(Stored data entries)

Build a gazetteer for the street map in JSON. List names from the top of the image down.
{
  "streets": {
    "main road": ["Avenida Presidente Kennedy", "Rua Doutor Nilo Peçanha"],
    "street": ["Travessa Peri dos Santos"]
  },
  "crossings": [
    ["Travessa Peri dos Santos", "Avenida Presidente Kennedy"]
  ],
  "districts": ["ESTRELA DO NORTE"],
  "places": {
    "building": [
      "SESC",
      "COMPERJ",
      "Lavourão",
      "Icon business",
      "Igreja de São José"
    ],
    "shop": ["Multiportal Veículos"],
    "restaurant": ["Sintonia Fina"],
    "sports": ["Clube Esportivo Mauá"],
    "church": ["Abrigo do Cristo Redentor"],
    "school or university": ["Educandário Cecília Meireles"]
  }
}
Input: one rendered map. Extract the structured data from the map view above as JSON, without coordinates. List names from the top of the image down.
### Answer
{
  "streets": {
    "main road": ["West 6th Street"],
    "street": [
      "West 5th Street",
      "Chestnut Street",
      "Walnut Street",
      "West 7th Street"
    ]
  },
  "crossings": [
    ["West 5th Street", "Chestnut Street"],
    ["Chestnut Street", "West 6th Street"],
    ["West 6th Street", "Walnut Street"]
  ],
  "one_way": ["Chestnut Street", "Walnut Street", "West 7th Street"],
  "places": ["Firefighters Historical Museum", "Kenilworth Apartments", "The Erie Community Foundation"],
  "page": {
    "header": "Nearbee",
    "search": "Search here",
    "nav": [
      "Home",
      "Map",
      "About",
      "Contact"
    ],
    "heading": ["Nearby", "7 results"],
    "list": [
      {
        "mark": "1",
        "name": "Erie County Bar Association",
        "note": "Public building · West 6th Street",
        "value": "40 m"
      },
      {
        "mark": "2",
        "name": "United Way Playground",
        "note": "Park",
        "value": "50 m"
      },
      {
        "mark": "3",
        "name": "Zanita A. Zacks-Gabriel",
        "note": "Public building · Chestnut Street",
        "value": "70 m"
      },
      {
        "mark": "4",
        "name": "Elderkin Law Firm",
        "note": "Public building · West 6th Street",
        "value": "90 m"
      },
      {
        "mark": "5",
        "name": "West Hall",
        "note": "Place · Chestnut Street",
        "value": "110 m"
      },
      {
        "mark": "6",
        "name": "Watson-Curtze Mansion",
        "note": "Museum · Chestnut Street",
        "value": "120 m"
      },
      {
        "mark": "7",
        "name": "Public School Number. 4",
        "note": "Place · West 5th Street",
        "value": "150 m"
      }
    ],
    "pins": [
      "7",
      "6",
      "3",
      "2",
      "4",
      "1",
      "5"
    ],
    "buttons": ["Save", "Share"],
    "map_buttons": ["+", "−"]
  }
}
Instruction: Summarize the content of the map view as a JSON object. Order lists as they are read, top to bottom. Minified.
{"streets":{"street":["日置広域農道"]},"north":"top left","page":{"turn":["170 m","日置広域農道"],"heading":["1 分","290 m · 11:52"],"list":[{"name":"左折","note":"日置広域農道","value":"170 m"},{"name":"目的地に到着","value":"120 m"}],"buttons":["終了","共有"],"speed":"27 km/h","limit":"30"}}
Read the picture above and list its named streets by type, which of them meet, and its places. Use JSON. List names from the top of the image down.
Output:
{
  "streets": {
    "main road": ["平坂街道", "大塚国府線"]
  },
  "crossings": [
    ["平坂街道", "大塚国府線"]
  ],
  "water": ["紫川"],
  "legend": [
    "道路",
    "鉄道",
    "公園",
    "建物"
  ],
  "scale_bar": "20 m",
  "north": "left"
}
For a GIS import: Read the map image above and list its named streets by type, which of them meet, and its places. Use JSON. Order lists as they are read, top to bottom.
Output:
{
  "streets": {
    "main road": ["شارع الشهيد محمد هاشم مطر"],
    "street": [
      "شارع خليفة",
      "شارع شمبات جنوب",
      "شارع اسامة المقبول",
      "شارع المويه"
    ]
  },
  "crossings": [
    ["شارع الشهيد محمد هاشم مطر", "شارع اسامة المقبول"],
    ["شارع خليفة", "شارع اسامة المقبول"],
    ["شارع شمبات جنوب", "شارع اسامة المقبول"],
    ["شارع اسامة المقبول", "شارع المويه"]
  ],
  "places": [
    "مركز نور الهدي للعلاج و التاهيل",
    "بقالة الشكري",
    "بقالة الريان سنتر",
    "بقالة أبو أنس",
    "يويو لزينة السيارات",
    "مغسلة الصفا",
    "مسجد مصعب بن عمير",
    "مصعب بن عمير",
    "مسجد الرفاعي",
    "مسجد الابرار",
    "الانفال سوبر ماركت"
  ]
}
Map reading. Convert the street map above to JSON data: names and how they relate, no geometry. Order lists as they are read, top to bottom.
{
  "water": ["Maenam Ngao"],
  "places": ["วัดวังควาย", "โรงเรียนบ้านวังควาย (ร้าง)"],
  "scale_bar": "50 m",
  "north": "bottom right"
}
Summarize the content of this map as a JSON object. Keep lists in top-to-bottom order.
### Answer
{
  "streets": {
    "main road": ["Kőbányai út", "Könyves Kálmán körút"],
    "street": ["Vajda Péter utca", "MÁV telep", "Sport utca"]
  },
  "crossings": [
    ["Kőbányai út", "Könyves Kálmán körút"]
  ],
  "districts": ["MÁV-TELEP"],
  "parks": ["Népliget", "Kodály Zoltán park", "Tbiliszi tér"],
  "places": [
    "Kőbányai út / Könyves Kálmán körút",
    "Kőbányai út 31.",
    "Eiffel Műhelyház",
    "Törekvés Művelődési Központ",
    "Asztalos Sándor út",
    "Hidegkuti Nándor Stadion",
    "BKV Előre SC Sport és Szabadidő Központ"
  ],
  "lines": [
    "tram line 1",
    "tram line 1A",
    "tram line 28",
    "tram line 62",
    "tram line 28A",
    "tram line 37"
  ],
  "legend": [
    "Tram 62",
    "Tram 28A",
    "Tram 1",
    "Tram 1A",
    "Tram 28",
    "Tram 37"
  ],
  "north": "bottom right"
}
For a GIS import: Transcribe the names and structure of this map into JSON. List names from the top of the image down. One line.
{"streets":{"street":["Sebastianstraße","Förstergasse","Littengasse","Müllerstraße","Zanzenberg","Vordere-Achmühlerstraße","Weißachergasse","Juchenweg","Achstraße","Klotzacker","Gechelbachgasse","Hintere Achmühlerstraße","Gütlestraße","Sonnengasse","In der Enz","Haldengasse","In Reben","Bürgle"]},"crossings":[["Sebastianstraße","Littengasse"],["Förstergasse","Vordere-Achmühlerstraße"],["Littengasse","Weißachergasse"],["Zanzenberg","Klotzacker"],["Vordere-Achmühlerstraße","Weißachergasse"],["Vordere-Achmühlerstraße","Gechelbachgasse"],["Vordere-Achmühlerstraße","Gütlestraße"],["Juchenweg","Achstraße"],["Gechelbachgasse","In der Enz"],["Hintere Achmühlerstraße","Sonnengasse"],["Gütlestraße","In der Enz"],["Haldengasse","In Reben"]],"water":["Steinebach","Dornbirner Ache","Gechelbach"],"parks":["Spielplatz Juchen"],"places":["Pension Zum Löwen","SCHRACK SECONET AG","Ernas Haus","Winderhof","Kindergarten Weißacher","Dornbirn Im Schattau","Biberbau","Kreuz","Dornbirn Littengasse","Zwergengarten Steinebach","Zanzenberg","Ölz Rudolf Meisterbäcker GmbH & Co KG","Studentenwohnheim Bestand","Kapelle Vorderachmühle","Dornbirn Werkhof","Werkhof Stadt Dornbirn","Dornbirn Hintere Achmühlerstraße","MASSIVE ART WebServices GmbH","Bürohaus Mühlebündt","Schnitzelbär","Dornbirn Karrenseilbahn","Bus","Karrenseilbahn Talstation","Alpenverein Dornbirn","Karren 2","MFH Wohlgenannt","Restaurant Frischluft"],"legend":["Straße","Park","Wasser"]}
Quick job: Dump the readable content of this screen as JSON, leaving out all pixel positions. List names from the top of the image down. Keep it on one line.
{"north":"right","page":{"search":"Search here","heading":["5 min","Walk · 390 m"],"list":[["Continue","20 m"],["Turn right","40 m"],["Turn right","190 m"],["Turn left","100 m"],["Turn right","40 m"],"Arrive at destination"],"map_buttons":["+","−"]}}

- ASSIGNMENT: What the task asks for is a word-for-word repeat of the lines above, from the first through the one containing "Input: one rendered".

- OUTPUT FOR THIS TASK:
Build a gazetteer for the street map in JSON. List names from the top of the image down.
{
  "streets": {
    "main road": ["Avenida Presidente Kennedy", "Rua Doutor Nilo Peçanha"],
    "street": ["Travessa Peri dos Santos"]
  },
  "crossings": [
    ["Travessa Peri dos Santos", "Avenida Presidente Kennedy"]
  ],
  "districts": ["ESTRELA DO NORTE"],
  "places": {
    "building": [
      "SESC",
      "COMPERJ",
      "Lavourão",
      "Icon business",
      "Igreja de São José"
    ],
    "shop": ["Multiportal Veículos"],
    "restaurant": ["Sintonia Fina"],
    "sports": ["Clube Esportivo Mauá"],
    "church": ["Abrigo do Cristo Redentor"],
    "school or university": ["Educandário Cecília Meireles"]
  }
}
Input: one rendered map. Extract the structured data from the map view above as JSON, without coordinates. List names from the top of the image down.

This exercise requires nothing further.